Thursday, November 30, 2023

Under AMLO, nearly 2bn pesos cut from women’s programs

The federal government slashed this year’s funding for programs that benefit women and girls by almost 2 billion pesos, an analysis of the 2019 and 2020 budgets found.

The newspaper El Universal reported that the administration of President López Obrador cut the funding for, or eliminated entirely, 20 programs that support females.

The programs were allocated funding of 2.7 billion pesos in 2019 but were assigned just 835 million pesos – a cut of 1.87 billion pesos (US $97.9 million) or 69% – in the 2020 budget.

Nine of the 20 programs were defunded completely, El Universal said.
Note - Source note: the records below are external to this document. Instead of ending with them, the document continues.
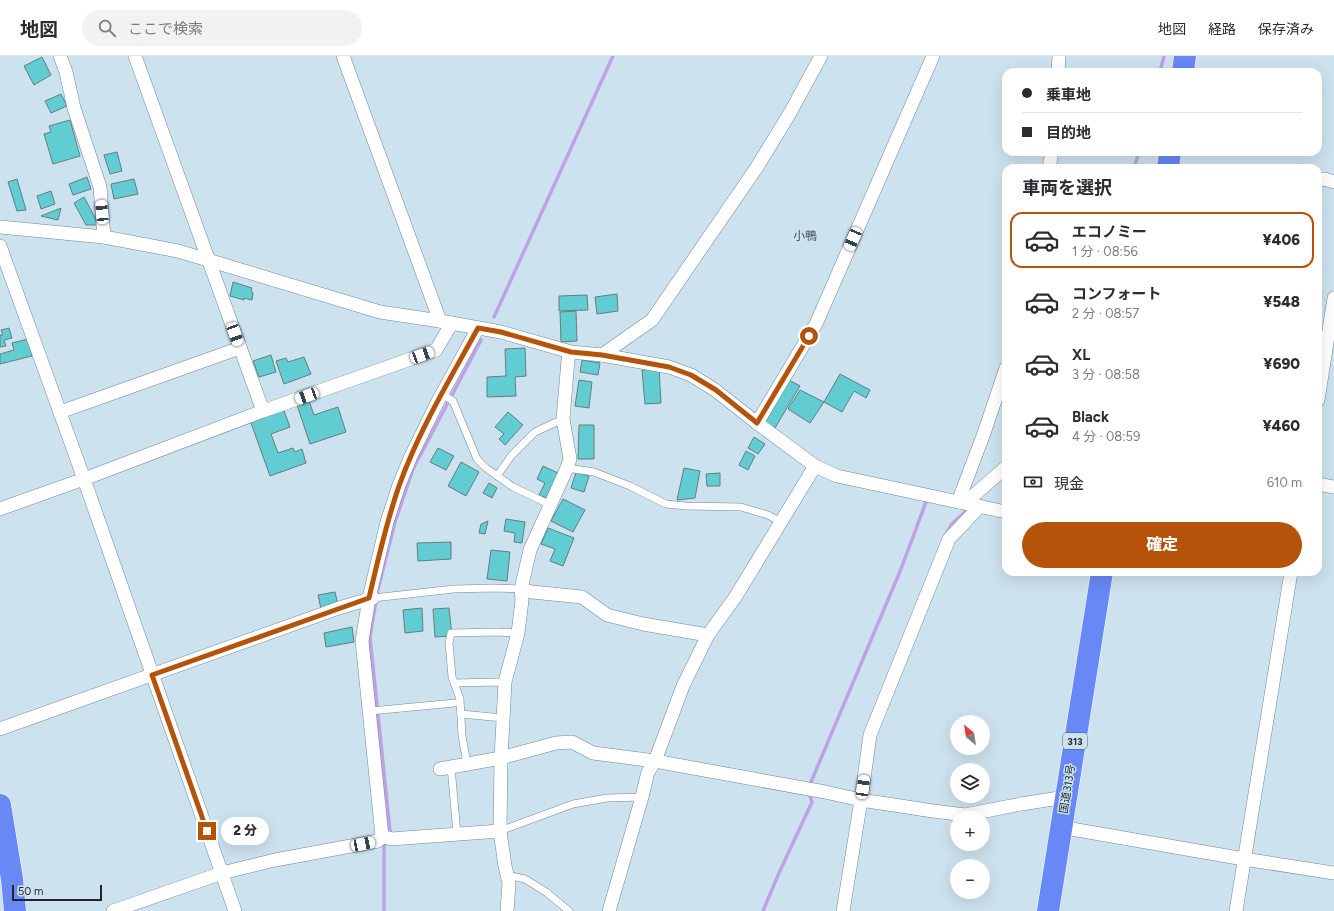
<!DOCTYPE html>
<html lang="ja">
<head>
<meta charset="utf-8">
<style>
  :root { --surface:#fff; --page:#f2f2f3; --text:#2b2b33; --muted:#7c7c81; --line:#e1e1e2; --accent:#b45309 }
  body { margin:0; font-family:Figtree,"Noto Sans JP",sans-serif; background:var(--page); color:var(--text); height:100vh; display:flex; flex-direction:column; font-size:15px; white-space:nowrap }
  * { box-sizing:border-box; margin:0 }
  p { font-size:13px; color:var(--muted) }
  .icon { flex:none; width:22px; height:22px; fill:none; stroke:currentColor; stroke-width:2; stroke-linecap:round; stroke-linejoin:round }
  .map { position:relative; flex:1; overflow:hidden }
  .drawer { position:absolute; left:1002px; top:108px; width:320px; height:412px; display:flex; flex-direction:column; background:var(--surface); border-radius:12px; box-shadow:0 4px 16px #0002 }
  .drawer>* { flex:none }
  .guide { position:absolute; left:1002px; top:12px; width:320px; height:88px; border-radius:12px; box-shadow:0 4px 16px #0002; display:grid; align-content:center; height:88px; padding:0 20px; background:var(--surface) }
  .needle { width:26px; rotate:330deg }
  .tools { position:absolute; left:950px; top:659px; display:grid; gap:8px }
  .tools a { display:grid; place-items:center; width:40px; height:40px; border-radius:50%; background:var(--surface); box-shadow:0 4px 16px #0002; font-size:20px }
  .scale { position:absolute; left:12px; bottom:10px; width:90px; box-sizing:border-box; padding-left:4px; border:2px solid #1e262b; border-top:0; font-size:11px; line-height:14px; white-space:nowrap; color:#1e262b; -webkit-text-stroke:3px #cde2ef; paint-order:stroke }
  .end { position:absolute; width:18px; height:18px; margin:-9px; border:5px solid #b45309; background:#fff; box-shadow:0 0 0 2px #fff }
  .from { border-radius:50% }
  .bubble { position:absolute; height:28px; border-radius:14px; background:var(--surface); box-shadow:0 4px 16px #0002; font-size:13px; font-weight:800; line-height:28px; text-align:center }
  .car { position:absolute; width:12px; height:24px; margin:-12px -6px; border-radius:5px; box-shadow:0 0 3px 1px #0007; background:linear-gradient(#fff 24%,#345 0 40%,#fff 0 76%,#345 0 86%,#fff 0) }
  .guide b { display:flex; align-items:center; gap:14px; height:38px; font-size:15px }
  .guide b+b { border-top:1px solid var(--line) }
  .guide i { width:10px; height:10px; background:var(--text) }
  ul { padding:0; list-style:none }
  li { display:flex; align-items:center; gap:12px; height:56px; margin:0 8px 6px; padding:0 12px; border:2px solid transparent; border-radius:12px }
  li div { flex:1 }
  li b { display:block; font-size:15px }
  li em { font-style:normal; font-weight:800 }
  li.current { border-color:var(--accent) }
  li>.icon { width:36px; height:36px; stroke-width:1.5 }
  h2 { padding:0 20px; font-size:18px; line-height:48px }
  .pay { display:flex; align-items:center; gap:10px; height:44px; padding:0 20px; font-size:15px }
  .pay p { margin-inline-start:auto }
  .button { display:flex; gap:8px; margin-top:auto; padding:8px 20px }
  .button a { flex:1; height:46px; border-radius:24px; background:var(--accent); color:#fff; font-size:16px; font-weight:800; line-height:46px; text-align:center }
  header { display:flex; align-items:center; gap:24px; box-sizing:border-box; height:56px; padding:0 20px; background:var(--surface); border-bottom:1px solid var(--line) }
  header strong { font-size:19px }
  nav { display:flex; gap:22px; margin-inline-start:auto; font-size:14px }
  .search { width:280px; height:36px; background:var(--page); display:flex; align-items:center; gap:10px; box-sizing:border-box; padding:0 14px; border-radius:22px; color:var(--muted); font-size:15px }
  .map>svg:first-child { display:block }
</style>
</head>
<body>
<header>
<strong>地図</strong>
<div class="search"><svg class="icon" aria-label="search" viewBox="0 0 24 24"><circle cx="10" cy="10" r="6"/><path d="M15 15l6 6"/></svg>ここで検索</div>
<nav><a>地図</a><a>経路</a><a>保存済み</a></nav>
</header>
<div class="map">
<svg width="1334" height="855" viewBox="0 0 1334 855">
  <rect width="100%" height="100%" fill="#cde2ef"/>
  <g fill="none" stroke-linecap="round" stroke-linejoin="round">
    <g stroke="#bfa2e6" stroke-width="3.5">
      <polyline points="1160,16 1164,0"/>
      <polyline points="1134,112 1139,96"/>
      <polyline points="494,261 613,0"/>
      <polyline points="945,480 952,468 968,453"/>
      <polyline points="811,726 901,513 926,446"/>
      <polyline points="389,779 390,775 370,581 378,533 395,466 413,413 481,284"/>
      <polyline points="384,855 384,790 386,785"/>
      <polyline points="763,855 779,817 812,746 810,740"/>
    </g>
  </g>
  <g fill="#61cdd3" stroke="#647d7e">
    <polygon points="42,1 51,19 34,29 24,10"/>
    <polygon points="61,38 67,50 51,57 45,45"/>
    <polygon points="70,64 80,100 53,108 44,78 51,76 49,70"/>
    <polygon points="117,96 122,115 110,118 104,99"/>
    <polygon points="87,121 91,133 73,139 69,128"/>
    <polygon points="17,123 26,154 17,155 8,126"/>
    <polygon points="134,123 138,138 114,143 111,128"/>
    <polygon points="51,135 55,148 41,153 37,140"/>
    <polygon points="84,141 99,169 86,169 74,147"/>
    <polygon points="61,152 58,164 41,160"/>
    <polygon points="233,226 252,232 251,235 253,237 252,244 244,242 244,244 230,240"/>
    <polygon points="617,238 618,255 597,258 595,241"/>
    <polygon points="587,239 588,254 559,255 559,240"/>
    <polygon points="576,255 577,285 561,286 560,256"/>
    <polygon points="9,272 12,282 4,284 6,290 0,291 0,279 3,279 1,274"/>
    <polygon points="28,283 32,300 0,308 0,298 14,294 12,287"/>
    <polygon points="525,292 526,320 515,321 516,340 487,341 487,321 506,320 505,293"/>
    <polygon points="271,299 276,316 259,321 253,305"/>
    <polygon points="304,301 311,318 284,328 276,305 286,302 288,306"/>
    <polygon points="582,304 600,307 598,319 580,316"/>
    <polygon points="659,313 661,347 645,348 642,314"/>
    <polygon points="840,318 870,334 866,342 854,335 842,356 824,346"/>
    <polygon points="579,324 592,326 589,352 575,350"/>
    <polygon points="789,324 800,330 775,372 764,365"/>
    <polygon points="800,334 824,346 810,367 788,353"/>
    <polygon points="309,345 314,359 338,351 346,376 310,388 297,349"/>
    <polygon points="283,352 290,371 271,378 278,397 293,392 295,396 302,393 306,407 270,420 250,364"/>
    <polygon points="508,356 523,369 505,389 499,383 504,378 495,371"/>
    <polygon points="579,369 594,369 594,403 578,403"/>
    <polygon points="754,381 765,388 758,398 748,392"/>
    <polygon points="438,392 454,400 446,414 430,406"/>
    <polygon points="746,395 755,400 748,414 739,409"/>
    <polygon points="461,406 479,416 466,440 448,430"/>
    <polygon points="543,410 558,417 546,442 539,439 545,427 537,423"/>
    <polygon points="684,412 700,415 695,442 677,444"/>
    <polygon points="576,416 589,420 584,436 571,432"/>
    <polygon points="720,417 720,430 707,430 706,418"/>
    <polygon points="489,427 497,432 492,442 483,437"/>
    <polygon points="563,443 585,454 573,476 551,465"/>
    <polygon points="506,463 525,466 522,487 514,486 515,477 504,475"/>
    <polygon points="488,465 485,478 479,477 481,468"/>
    <polygon points="548,472 574,482 563,510 550,505 555,493 541,488"/>
    <polygon points="451,486 451,503 418,505 417,487"/>
    <polygon points="491,494 510,496 507,525 487,523"/>
    <polygon points="335,536 338,549 321,553 318,539"/>
    <polygon points="422,552 423,575 405,577 403,554"/>
    <polygon points="449,552 452,580 435,581 433,553"/>
    <polygon points="352,571 354,586 326,591 324,577"/>
  </g>
  <g fill="none" stroke-linecap="round" stroke-linejoin="round">
    <defs>
      <g id="lane">
        <polyline points="442,338 453,345 477,403 486,412 513,431 551,449"/>
        <polyline points="567,412 594,416 630,430 666,448 686,450 741,451 768,459 781,466"/>
        <polyline points="497,420 511,400 535,376 563,363"/>
        <polyline points="373,542 454,533 493,532 521,533"/>
        <polyline points="454,627 498,626 505,627"/>
        <polyline points="370,655 455,647"/>
        <polyline points="461,658 503,662"/>
        <polyline points="467,707 462,680 460,643 452,621 449,587 451,577 496,576 518,577"/>
        <polyline points="451,711 457,778"/>
        <polyline points="500,775 573,748 607,742 642,741"/>
        <polyline points="507,819 525,823 546,836 569,855"/>
      </g>
      <g id="street">
        <polyline points="60,0 66,16 74,52 100,131 104,181"/>
        <polyline points="135,0 263,355"/>
        <polyline points="343,0 440,265"/>
        <polyline points="1058,16 1059,0"/>
        <polyline points="1049,112 1052,96"/>
        <polyline points="1318,124 1324,123 1334,126"/>
        <polyline points="0,171 104,181 178,195 380,256 440,265 501,276 571,296 602,299 669,311 691,319 715,334 757,367 815,410 837,420 1006,456"/>
        <polyline points="0,190 84,423 235,855"/>
        <polyline points="602,299 652,264 757,111 790,57 821,0"/>
        <polyline points="1318,344 1334,242"/>
        <polyline points="60,356 240,292"/>
        <polyline points="757,367 816,268 933,0"/>
        <polyline points="1318,428 1334,431"/>
        <polyline points="958,446 983,380 1006,312"/>
        <polyline points="965,447 1006,411"/>
        <polyline points="0,453 84,423 263,355 436,294 452,267"/>
        <polyline points="521,533 532,536 582,541 607,559 643,568 708,579"/>
        <polyline points="0,673 339,552 373,542"/>
        <polyline points="440,713 501,702 556,687 572,686 593,697 655,705 825,736 861,744 933,755 965,759 1021,748 1066,741"/>
        <polyline points="1060,771 1244,803 1334,817"/>
        <polyline points="382,780 391,783 500,775"/>
        <polyline points="113,855 222,817 275,804 378,785 382,780 362,585 369,542 387,466 399,429 411,400 438,345 478,272"/>
        <polyline points="507,855 509,827 505,810 500,775 501,702 505,626 518,577 522,544 521,533 530,494 567,412 570,403 563,363 568,304 571,296"/>
        <polyline points="609,855 642,741 648,716 655,705 683,630 708,579 736,540 815,410"/>
        <polyline points="843,855 861,744 870,679 949,483 980,450"/>
        <polyline points="1236,855 1291,516"/>
      </g>
      <g id="highway">
        <polyline points="1183,16 1185,0"/>
        <polyline points="1168,112 1170,96"/>
        <polyline points="0,749 12,823 15,855"/>
        <polyline points="1048,855 1102,516"/>
      </g>
    </defs>
    <use href="#lane" stroke="#738793" stroke-width="8"/>
    <use href="#street" stroke="#738793" stroke-width="14"/>
    <use href="#highway" stroke="#fff" stroke-width="23"/>
    <use href="#lane" stroke="#fff" stroke-width="7"/>
    <use href="#street" stroke="#fff" stroke-width="13"/>
    <use href="#highway" stroke="#6888f5" stroke-width="22"/>
  </g>
  <g fill="none" stroke-linecap="round" stroke-linejoin="round">
    <path stroke="#b45309" stroke-width="5" d="M207,775L152,619L369,542C378,504 386,467 399,430C419,374 450,323 478,272L501,276L571,296L602,299L669,311L691,319L716,334L757,367L809,280"/>
  </g>
  <g text-anchor="middle" stroke-width="3" stroke-linejoin="round" paint-order="stroke">
    <rect fill="#cde2ef" stroke="#525e66" stroke-width="1" x="1063" y="677" width="24" height="16" rx="3"/>
    <g font-size="10" font-weight="bold" fill="#1e262b">
      <text x="1075" y="689">313</text>
    </g>
    <g font-size="11" fill="#1e262b" stroke="#cde2ef">
      <text transform="translate(1067 733) rotate(-81)" y="4">国道313号</text>
    </g>
    <g font-size="12" fill="#455762" stroke="#cde2ef">
      <text x="805" y="184">小鴨</text>
    </g>
  </g>
</svg>
<div class="tools">
<a><svg class="needle" viewBox="-14 -14 28 28"><path d="M0-13l5 13h-10z" fill="#e53935"/><path d="M0 13l5-13h-10z" fill="#7c7c81"/></svg></a>
<a><svg class="icon" aria-label="layers" viewBox="0 0 24 24"><path d="M12 4l9 5-9 5-9-5zM3 14l9 5 9-5"/></svg></a>
<a>+</a>
<a>−</a>
</div>
<div class="scale">50 m</div>
<i class="end from" style="left:809px;top:280px"></i>
<i class="end" style="left:207px;top:775px"></i>
<div class="bubble" style="left:221px;top:761px;width:48px">2 分</div>
<i class="car" style="left:102px;top:156px;rotate:355deg"></i>
<i class="car" style="left:853px;top:183px;rotate:203deg"></i>
<i class="car" style="left:235px;top:278px;rotate:160deg"></i>
<i class="car" style="left:422px;top:299px;rotate:70deg"></i>
<i class="car" style="left:307px;top:340px;rotate:250deg"></i>
<i class="car" style="left:863px;top:731px;rotate:8deg"></i>
<i class="car" style="left:363px;top:788px;rotate:79deg"></i>
<div class="guide">
<b><i class="from"></i>乗車地</b>
<b><i></i>目的地</b>
</div>
<section class="drawer">
<h2>車両を選択</h2>
<ul>
<li class="current"><svg class="icon" aria-label="car" viewBox="0 0 24 24"><path d="M5 17H2v-5l4-1 3-4h7l3 4 3 1v5h-3M9 17h6M6 11h13"/><circle cx="7" cy="17" r="2"/><circle cx="17" cy="17" r="2"/></svg><div><b>エコノミー</b><p>1 分 · 08:56</p></div><em>¥406</em></li>
<li><svg class="icon" aria-label="car" viewBox="0 0 24 24"><path d="M5 17H2v-5l4-1 3-4h7l3 4 3 1v5h-3M9 17h6M6 11h13"/><circle cx="7" cy="17" r="2"/><circle cx="17" cy="17" r="2"/></svg><div><b>コンフォート</b><p>2 分 · 08:57</p></div><em>¥548</em></li>
<li><svg class="icon" aria-label="car" viewBox="0 0 24 24"><path d="M5 17H2v-5l4-1 3-4h7l3 4 3 1v5h-3M9 17h6M6 11h13"/><circle cx="7" cy="17" r="2"/><circle cx="17" cy="17" r="2"/></svg><div><b>XL</b><p>3 分 · 08:58</p></div><em>¥690</em></li>
<li><svg class="icon" aria-label="car" viewBox="0 0 24 24"><path d="M5 17H2v-5l4-1 3-4h7l3 4 3 1v5h-3M9 17h6M6 11h13"/><circle cx="7" cy="17" r="2"/><circle cx="17" cy="17" r="2"/></svg><div><b>Black</b><p>4 分 · 08:59</p></div><em>¥460</em></li>
</ul>
<div class="pay"><svg class="icon" aria-label="cash" viewBox="0 0 24 24"><path d="M3 7h18v10H3z"/><circle cx="12" cy="12" r="2"/></svg>現金<p>610 m</p></div>
<div class="button"><a>確定</a></div>
</section>
</div>
</body>
</html>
Among them: an Education Ministry program for inclusive and equitable education, a childcare scheme that benefited mothers who work at the Health Ministry and a federal Attorney General’s Office program that promoted respect for women’s rights.

Among the programs whose funding was cut were a childcare scheme that benefits mothers who work at the Welfare Ministry, an Interior Ministry (Segob) initiative that promotes human rights and gender equality, a Segob scheme that aims to eliminate gender discrimination and a Labor Ministry women’s employment program.

The federal government’s response to women’s needs has come under increased scrutiny since the gruesome deaths earlier this month of a 25-year-old woman who was killed by her partner and the abduction and murder of a 7-year-old girl.

Interior Minister Olga Sánchez Cordero admitted Friday that serious action by the government to combat violence against women had “arrived late,” but she said that it is now committed to tackling the problem head on.

A national women’s strike is planned for March 9, the day after International Women’s Day, to protest against the high levels of gender-based violence. Members of the government, including Sánchez, as well as opposition lawmakers, the chief justice of the Supreme Court, state governors and universities have expressed their support for the strike, which could cost the economy tens of billions of pesos.